As an activist seeking to dismantle systems of oppression, I’m faced with the very real difficulty of negotiating these power structures in both my marriage and with any of my additional relationships. Established power hierarchies exist to consolidate power for certain types of people and make their lives and decisions simple. It is much simpler to negotiate the mutual agreements of a marriage between a man and a woman because each individual’s roles and needs have already been categorized for us (or at least that has been the idea). The simplicity of those power arrangements is what social conservatives believe is foundational to America’s past greatness, and in many ways, they are not wrong.
Traditional marriage between a man and a woman does not require the type of deep intentional negotiation that exists in queer or non-monogamous relationships. That does not mean it does not exist in traditional marriages, it simply means that power is a mitigating factor in any contract, marriage not excluded.
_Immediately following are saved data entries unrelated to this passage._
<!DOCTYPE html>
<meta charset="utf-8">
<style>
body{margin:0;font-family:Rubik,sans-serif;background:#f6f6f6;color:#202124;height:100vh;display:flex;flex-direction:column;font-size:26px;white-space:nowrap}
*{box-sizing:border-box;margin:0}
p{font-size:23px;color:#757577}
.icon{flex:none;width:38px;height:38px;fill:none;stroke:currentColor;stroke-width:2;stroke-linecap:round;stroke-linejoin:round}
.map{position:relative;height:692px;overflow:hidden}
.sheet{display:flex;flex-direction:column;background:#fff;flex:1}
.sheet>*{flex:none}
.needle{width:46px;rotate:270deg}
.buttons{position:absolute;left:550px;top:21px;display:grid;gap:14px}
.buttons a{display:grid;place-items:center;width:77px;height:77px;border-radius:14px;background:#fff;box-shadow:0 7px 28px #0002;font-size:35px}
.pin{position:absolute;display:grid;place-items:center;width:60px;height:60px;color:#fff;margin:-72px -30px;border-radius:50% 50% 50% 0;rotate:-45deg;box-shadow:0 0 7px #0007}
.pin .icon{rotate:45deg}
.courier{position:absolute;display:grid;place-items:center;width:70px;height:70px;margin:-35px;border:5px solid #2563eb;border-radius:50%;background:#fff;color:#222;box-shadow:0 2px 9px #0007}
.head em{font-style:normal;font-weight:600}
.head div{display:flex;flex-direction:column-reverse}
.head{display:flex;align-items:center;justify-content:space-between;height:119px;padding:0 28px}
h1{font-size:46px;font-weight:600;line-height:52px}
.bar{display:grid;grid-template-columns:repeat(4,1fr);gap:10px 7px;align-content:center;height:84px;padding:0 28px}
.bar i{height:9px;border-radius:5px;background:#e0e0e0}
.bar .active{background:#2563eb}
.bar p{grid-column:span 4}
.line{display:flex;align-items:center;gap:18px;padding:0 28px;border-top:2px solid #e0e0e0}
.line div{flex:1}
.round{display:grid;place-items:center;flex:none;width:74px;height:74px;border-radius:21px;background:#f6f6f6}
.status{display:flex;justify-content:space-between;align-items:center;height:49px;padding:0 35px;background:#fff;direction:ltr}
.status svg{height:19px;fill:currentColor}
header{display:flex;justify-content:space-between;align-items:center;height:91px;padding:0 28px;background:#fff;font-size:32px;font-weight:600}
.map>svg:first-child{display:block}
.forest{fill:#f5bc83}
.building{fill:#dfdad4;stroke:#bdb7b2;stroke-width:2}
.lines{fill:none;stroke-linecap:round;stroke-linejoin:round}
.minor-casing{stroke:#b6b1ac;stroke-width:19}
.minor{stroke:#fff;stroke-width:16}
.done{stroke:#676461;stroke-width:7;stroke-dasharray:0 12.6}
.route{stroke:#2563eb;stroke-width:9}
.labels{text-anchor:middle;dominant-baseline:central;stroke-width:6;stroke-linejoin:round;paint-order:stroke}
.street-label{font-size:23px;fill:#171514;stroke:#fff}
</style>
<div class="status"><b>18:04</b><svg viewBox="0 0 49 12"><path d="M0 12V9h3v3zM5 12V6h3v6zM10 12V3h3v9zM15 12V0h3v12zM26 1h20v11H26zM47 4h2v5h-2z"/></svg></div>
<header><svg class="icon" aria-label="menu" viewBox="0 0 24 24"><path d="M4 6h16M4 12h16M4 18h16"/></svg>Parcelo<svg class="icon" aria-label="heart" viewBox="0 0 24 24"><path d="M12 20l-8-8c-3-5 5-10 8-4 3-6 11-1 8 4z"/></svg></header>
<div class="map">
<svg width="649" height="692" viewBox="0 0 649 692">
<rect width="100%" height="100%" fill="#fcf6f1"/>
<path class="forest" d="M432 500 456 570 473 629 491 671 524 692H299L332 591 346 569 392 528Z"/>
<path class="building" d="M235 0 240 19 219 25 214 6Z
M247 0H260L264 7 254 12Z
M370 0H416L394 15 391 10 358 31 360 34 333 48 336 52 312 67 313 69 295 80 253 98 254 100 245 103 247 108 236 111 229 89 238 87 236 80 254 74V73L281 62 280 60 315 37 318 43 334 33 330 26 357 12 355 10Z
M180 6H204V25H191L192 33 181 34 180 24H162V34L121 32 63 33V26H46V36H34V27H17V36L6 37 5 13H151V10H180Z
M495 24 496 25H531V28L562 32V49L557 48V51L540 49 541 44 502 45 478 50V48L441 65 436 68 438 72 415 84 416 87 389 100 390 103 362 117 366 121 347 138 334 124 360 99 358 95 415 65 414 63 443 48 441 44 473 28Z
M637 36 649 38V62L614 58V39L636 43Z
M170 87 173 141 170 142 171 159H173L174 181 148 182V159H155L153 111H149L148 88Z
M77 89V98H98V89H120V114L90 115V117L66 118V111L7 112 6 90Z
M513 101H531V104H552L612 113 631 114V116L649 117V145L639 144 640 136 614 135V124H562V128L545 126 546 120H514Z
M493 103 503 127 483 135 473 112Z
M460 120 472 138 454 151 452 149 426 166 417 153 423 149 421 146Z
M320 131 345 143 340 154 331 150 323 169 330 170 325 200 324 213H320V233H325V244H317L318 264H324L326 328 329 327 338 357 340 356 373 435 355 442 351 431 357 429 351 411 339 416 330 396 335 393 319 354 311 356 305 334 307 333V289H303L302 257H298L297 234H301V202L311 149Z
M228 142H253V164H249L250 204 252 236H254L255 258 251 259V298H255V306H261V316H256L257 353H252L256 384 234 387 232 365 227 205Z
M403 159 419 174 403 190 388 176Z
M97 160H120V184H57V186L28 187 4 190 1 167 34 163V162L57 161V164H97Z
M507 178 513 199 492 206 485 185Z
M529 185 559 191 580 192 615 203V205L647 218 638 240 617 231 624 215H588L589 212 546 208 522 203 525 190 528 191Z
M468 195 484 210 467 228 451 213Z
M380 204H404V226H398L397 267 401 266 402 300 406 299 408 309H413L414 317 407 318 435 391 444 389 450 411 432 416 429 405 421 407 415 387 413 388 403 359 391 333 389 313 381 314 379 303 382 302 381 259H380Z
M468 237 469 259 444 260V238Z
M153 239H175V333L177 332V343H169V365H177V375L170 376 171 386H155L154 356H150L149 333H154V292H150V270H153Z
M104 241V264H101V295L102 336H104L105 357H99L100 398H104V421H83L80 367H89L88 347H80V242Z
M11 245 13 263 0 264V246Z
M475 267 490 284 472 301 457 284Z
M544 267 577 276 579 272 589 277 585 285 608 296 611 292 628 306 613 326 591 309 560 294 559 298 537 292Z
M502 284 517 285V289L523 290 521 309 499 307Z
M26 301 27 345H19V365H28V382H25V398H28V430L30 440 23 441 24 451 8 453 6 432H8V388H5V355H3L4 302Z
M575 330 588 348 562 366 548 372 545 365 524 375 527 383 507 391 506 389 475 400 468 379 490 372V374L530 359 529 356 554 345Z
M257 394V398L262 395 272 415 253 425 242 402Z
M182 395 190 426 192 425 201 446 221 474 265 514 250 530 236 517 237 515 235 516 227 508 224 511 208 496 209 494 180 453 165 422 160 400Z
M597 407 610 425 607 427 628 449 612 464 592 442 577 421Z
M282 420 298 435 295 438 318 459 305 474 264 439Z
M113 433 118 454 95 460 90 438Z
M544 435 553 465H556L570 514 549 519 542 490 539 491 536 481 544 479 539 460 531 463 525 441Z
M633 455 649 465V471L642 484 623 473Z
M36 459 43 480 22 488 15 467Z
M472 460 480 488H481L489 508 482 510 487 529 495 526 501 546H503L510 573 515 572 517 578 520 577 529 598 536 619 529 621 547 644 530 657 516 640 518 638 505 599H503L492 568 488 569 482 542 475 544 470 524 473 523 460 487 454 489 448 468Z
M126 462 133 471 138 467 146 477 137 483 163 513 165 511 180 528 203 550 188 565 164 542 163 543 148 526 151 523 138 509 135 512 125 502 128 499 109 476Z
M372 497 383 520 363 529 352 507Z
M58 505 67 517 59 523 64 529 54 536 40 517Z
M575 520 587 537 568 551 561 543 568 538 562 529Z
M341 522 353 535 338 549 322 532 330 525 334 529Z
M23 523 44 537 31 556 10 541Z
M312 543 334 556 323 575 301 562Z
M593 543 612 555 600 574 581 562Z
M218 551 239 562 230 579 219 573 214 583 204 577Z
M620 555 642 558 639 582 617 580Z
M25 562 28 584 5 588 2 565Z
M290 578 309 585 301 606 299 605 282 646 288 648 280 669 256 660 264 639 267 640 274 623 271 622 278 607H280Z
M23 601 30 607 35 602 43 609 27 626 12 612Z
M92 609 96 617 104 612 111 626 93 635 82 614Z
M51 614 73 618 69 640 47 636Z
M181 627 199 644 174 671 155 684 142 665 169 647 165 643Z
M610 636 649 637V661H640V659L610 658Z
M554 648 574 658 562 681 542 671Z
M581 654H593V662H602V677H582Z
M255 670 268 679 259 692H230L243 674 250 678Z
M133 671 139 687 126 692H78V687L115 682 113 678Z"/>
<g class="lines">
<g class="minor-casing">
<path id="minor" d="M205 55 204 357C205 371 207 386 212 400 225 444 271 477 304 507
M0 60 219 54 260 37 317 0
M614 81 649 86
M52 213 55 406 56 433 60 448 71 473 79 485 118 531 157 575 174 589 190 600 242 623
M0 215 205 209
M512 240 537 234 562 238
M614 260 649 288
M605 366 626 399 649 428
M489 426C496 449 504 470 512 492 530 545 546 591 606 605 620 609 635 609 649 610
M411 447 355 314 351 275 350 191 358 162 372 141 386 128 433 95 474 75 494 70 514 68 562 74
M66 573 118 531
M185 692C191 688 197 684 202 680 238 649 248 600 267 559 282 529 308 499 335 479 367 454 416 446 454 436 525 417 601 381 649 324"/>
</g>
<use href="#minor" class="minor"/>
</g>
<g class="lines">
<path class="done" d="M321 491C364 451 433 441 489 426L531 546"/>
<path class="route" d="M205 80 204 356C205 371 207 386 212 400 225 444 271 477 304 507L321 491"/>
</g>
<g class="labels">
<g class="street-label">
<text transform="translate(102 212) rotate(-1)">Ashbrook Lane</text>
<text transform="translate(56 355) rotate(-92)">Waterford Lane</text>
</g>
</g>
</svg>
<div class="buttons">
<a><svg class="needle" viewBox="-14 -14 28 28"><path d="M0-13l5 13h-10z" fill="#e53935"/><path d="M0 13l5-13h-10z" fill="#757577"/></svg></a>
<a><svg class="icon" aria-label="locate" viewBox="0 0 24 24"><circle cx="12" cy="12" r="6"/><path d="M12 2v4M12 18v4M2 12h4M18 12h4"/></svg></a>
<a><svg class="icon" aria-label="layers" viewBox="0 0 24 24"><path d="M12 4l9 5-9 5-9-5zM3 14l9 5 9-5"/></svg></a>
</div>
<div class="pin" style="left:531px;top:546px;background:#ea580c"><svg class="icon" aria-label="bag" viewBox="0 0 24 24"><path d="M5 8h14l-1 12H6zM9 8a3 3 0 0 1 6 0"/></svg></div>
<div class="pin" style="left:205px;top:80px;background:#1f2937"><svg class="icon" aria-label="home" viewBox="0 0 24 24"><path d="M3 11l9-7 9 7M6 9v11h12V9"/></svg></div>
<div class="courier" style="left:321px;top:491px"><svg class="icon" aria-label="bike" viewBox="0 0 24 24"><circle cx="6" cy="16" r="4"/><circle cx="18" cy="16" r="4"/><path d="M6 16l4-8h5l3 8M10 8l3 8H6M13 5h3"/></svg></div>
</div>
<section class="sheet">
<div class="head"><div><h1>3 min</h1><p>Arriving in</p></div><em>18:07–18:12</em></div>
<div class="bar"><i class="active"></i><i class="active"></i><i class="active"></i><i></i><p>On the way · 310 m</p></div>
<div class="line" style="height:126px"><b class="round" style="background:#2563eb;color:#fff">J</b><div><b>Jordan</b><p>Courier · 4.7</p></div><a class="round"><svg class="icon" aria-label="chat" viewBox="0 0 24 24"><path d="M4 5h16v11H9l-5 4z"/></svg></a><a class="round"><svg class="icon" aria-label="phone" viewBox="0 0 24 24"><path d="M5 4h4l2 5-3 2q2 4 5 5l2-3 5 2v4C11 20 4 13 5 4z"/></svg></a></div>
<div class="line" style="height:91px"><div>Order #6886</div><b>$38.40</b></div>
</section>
Without power distinctions, in a truly equal society, it requires a much deeper investment to build strong powerful partnerships that are not stabilized through a power structure of coercion or domination.
Traditional marriage between a man and a woman does not require the type of deep intentional negotiation that exists in queer or non-monogamous relationships."
As equals, our partnerships rely solely on the depth of introspective understanding of our self-interests and needs, our ability to negotiate a mutually beneficial agreement, and our intentional commitment to that agreement. But of course, we do not live in a society of equals, so the stability of my non-monogamous marriage then (and really any relationship I engage in) depends both on the depth of that intentionality in the merging of self-interests, and in the relinquishing of privilege in the negotiation of our commitment to one another.
Sounds like a piece of cake, right?
Maybe it would be simpler to just wear one of those red hats everyone’s got on these days. […]
All of that is to say nothing about the depth of meaning that comes along with committing yourself to the shared interests of your life partner rather than following a path of selfish pursuits.
My commitment to my wife is the most intentional, visionary, and sacred agreement I’ve ever made, and will ever make, in my life. It is a melding of both of our self-interests, needs, future visions for our life, and it embodies a deep commitment to prioritize our marriage contract (ketubah), which was not only negotiated between our two individual parties but was witnessed and supported by both of our families and our larger community.
Contrary to popular cultural beliefs, though, what that commitment to our marriage doesn’t encompass for us is an exclusion of all other consensual sexual, romantic, or social relationships from our lives. There does exist a fundamental shift in our understanding of these outside relationships from before our marriage commitment to one another, as now both of our needs are part of any negotiation with any of our outside partners. But the beauty of living a life open to experience, to conversation and discussion, to change and growth, and ultimately to the abundance of love, is that our commitment to one another is renewed with each passing day. The rooted core of that bond will outlive an army of red-hatted fascists by being flexible to life’s tribulations, buoyed by love, and bound by our never-ending faith in one another.